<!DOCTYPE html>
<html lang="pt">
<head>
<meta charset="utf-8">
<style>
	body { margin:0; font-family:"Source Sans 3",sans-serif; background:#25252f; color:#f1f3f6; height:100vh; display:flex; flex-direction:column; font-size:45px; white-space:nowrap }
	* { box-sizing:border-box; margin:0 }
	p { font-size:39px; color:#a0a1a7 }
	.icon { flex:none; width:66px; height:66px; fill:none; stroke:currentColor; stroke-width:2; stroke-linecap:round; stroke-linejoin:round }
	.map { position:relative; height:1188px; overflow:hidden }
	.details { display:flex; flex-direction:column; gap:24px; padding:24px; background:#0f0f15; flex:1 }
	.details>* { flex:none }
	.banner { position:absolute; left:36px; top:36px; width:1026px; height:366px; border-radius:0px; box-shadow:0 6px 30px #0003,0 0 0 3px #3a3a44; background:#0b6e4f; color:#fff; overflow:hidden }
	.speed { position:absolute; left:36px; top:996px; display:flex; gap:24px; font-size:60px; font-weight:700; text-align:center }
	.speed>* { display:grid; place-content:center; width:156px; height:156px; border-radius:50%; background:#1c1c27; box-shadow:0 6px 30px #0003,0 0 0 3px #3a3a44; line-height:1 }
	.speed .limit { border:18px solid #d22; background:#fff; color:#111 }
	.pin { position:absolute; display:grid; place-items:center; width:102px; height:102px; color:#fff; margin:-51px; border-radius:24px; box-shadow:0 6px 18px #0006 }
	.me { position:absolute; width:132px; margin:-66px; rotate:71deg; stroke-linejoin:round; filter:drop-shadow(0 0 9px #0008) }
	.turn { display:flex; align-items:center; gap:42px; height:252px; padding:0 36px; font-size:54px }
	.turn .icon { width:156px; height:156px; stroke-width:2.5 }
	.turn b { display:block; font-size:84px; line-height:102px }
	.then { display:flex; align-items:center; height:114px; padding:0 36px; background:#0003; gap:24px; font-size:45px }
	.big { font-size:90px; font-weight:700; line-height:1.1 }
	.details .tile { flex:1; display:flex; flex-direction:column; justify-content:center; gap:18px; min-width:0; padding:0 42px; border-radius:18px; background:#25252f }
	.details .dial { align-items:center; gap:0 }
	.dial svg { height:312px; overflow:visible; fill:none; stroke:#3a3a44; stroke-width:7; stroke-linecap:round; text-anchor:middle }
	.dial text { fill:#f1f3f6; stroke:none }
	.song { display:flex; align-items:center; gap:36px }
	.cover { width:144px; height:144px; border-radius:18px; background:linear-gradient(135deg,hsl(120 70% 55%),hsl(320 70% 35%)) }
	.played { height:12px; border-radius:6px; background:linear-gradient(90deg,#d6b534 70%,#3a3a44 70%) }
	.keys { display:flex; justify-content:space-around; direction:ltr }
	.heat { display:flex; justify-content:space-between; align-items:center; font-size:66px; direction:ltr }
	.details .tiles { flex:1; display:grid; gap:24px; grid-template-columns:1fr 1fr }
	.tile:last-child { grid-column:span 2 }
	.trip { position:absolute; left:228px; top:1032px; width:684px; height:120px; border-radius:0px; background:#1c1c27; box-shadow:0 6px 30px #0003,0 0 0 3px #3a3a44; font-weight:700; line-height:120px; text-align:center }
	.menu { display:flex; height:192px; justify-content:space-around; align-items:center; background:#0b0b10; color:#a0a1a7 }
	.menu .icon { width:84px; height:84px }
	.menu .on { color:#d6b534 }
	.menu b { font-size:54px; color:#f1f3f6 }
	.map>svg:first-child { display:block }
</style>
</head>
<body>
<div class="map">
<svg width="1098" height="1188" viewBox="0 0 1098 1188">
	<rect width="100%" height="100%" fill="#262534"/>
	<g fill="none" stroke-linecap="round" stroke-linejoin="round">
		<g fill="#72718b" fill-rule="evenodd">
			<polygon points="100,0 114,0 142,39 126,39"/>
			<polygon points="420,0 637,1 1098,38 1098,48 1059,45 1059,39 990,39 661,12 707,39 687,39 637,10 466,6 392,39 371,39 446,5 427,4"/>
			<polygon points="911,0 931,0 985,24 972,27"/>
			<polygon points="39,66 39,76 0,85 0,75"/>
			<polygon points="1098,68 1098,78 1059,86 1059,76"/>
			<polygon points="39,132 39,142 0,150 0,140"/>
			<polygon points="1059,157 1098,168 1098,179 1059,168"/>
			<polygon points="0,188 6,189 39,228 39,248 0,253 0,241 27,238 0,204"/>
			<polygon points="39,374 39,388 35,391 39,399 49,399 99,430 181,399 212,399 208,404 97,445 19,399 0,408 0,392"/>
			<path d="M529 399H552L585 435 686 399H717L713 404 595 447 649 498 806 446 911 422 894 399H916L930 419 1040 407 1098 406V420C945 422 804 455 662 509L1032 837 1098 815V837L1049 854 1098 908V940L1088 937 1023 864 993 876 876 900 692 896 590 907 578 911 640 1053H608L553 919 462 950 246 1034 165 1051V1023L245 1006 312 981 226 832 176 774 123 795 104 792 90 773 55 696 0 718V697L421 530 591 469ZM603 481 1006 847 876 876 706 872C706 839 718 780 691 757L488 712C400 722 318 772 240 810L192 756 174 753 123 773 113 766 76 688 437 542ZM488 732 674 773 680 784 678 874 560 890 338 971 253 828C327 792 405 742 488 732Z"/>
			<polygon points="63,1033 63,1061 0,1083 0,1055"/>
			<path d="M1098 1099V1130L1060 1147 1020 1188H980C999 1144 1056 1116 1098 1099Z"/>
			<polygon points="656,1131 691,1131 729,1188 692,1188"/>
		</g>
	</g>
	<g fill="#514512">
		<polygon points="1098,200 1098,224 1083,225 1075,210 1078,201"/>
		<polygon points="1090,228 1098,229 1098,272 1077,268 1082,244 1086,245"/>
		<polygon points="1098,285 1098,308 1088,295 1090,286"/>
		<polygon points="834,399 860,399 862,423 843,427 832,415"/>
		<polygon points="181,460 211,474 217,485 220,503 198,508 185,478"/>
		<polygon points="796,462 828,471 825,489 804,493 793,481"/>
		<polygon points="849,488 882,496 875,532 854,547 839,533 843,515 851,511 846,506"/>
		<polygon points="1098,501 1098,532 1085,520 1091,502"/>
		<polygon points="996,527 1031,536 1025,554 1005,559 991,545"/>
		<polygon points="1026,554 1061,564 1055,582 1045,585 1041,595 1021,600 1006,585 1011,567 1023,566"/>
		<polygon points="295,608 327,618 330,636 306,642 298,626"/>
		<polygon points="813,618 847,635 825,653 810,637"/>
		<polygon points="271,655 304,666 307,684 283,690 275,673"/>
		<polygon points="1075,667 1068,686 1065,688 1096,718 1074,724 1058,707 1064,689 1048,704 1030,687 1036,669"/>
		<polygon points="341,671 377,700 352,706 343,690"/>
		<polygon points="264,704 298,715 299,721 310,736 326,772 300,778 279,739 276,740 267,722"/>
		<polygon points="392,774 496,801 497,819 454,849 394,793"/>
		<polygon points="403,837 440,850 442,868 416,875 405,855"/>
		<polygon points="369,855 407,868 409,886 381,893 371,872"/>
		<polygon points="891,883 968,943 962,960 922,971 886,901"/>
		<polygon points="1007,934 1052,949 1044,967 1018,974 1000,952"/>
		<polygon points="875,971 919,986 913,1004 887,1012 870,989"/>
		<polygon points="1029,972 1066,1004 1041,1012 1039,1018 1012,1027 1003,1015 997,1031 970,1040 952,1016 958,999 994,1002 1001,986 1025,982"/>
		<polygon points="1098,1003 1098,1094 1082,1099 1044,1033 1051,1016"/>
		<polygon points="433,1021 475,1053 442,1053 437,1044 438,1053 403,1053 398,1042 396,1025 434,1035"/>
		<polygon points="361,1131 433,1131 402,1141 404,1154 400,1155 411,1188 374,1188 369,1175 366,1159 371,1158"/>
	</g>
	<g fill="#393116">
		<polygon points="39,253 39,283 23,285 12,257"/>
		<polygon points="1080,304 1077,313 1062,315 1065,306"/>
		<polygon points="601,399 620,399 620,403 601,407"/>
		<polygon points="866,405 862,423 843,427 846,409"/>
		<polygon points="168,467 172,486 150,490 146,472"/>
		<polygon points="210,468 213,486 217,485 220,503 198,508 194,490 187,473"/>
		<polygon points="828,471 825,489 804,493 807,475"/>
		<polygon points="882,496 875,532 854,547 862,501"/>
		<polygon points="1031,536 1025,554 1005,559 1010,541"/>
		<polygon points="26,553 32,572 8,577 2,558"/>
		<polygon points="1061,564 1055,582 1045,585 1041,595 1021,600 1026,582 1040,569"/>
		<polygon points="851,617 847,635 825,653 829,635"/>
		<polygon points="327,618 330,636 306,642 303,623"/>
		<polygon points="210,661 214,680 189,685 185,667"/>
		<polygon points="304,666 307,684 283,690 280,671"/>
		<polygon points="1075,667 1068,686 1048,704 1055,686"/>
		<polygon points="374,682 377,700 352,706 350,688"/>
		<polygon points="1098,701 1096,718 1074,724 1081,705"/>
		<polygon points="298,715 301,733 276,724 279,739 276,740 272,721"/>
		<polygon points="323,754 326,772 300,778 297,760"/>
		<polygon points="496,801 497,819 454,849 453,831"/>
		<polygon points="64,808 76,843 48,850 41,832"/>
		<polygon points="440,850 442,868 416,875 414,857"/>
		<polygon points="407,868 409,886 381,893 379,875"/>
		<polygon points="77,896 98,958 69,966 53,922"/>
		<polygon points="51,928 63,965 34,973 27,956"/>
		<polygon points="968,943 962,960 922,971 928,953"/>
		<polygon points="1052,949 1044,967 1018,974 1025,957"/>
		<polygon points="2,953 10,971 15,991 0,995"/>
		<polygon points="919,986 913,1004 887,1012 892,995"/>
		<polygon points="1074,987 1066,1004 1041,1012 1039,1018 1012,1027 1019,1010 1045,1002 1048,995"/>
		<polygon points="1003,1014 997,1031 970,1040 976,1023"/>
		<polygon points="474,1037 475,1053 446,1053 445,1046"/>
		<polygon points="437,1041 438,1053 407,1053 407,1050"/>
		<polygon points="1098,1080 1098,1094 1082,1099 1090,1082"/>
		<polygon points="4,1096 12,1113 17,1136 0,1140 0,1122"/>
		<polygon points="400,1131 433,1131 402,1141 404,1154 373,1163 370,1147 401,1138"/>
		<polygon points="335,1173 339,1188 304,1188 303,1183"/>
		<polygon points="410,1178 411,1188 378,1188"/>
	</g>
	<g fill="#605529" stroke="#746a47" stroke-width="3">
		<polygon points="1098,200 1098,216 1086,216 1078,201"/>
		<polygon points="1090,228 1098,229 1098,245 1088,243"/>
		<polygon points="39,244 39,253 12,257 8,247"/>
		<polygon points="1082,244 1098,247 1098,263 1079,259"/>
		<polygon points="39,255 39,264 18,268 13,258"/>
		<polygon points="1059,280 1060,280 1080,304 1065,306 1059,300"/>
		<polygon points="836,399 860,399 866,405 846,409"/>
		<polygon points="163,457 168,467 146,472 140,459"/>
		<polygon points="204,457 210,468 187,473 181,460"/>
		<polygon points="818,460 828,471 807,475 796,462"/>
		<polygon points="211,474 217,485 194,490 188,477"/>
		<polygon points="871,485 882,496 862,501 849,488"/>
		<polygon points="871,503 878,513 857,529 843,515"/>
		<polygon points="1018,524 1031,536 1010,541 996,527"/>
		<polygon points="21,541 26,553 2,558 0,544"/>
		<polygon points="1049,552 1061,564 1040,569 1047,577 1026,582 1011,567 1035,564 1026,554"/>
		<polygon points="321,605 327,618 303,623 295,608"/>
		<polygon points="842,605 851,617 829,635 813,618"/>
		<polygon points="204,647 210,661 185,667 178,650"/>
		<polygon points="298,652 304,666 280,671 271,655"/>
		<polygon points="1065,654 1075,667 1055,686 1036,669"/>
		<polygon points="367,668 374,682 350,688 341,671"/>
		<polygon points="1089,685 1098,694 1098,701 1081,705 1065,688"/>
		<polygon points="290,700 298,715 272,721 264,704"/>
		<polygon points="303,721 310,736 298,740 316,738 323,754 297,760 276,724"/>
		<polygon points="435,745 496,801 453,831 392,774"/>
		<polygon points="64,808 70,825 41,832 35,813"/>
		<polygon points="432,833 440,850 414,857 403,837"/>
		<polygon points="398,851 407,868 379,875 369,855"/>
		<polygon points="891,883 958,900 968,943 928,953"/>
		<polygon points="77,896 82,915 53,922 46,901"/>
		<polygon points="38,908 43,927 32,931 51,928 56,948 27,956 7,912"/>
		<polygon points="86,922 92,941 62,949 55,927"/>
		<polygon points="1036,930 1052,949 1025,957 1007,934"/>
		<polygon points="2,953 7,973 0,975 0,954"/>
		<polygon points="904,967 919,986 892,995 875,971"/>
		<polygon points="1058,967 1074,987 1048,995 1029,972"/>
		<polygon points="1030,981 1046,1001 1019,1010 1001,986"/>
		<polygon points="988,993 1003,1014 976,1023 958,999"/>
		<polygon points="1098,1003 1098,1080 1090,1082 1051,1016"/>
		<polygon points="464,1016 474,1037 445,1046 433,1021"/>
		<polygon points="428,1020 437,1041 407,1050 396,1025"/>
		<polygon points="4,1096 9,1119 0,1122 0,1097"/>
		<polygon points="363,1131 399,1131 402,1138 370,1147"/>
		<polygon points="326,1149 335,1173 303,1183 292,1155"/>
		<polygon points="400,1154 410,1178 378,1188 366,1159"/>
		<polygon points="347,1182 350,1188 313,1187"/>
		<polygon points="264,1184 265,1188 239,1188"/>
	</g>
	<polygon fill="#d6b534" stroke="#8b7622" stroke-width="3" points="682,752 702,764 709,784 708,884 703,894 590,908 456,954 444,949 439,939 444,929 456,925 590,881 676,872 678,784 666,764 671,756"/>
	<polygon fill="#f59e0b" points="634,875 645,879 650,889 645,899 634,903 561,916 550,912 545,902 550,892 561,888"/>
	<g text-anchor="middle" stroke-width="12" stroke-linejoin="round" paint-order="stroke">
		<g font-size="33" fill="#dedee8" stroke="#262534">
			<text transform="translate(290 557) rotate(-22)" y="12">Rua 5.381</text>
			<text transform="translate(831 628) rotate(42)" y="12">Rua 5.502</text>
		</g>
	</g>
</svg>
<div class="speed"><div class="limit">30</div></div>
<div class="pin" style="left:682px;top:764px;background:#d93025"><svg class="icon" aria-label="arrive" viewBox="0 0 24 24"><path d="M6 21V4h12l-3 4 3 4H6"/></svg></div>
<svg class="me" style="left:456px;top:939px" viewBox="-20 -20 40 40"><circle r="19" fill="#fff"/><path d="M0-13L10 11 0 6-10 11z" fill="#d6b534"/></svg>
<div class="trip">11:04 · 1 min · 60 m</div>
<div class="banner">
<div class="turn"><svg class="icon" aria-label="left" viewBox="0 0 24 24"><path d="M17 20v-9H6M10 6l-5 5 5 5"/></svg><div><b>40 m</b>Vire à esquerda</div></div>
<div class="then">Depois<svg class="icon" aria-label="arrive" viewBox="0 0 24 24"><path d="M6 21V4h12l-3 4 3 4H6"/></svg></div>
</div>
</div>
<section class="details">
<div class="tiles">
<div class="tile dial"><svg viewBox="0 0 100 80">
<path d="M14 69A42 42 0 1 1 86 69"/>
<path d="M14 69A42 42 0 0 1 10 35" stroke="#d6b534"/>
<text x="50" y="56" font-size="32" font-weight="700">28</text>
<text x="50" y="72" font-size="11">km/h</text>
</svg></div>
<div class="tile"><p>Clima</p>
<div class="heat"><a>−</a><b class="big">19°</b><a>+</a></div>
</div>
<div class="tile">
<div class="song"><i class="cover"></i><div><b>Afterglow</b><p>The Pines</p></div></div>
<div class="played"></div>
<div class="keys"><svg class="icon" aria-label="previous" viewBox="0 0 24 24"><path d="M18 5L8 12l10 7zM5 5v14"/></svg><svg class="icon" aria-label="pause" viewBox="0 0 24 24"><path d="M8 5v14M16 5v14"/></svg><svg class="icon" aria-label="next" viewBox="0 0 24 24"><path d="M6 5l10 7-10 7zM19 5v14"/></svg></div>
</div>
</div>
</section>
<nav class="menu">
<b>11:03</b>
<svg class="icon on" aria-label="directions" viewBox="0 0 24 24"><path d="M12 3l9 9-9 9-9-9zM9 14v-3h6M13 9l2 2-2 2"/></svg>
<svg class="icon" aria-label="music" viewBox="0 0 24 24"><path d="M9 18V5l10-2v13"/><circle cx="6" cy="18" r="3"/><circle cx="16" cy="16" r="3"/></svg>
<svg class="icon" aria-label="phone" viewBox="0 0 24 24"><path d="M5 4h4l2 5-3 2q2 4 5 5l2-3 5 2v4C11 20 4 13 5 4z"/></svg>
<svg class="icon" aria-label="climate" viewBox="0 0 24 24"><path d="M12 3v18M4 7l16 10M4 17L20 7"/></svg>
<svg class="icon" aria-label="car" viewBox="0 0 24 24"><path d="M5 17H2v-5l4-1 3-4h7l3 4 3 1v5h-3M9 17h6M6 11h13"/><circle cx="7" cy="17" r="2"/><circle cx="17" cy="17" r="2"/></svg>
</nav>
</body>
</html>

## WHAT IS BEING ASKED
Search the data for the string "linear". List each line that has it.

## TASK RESPONSE
	.cover { width:144px; height:144px; border-radius:18px; background:linear-gradient(135deg,hsl(120 70% 55%),hsl(320 70% 35%)) }
	.played { height:12px; border-radius:6px; background:linear-gradient(90deg,#d6b534 70%,#3a3a44 70%) }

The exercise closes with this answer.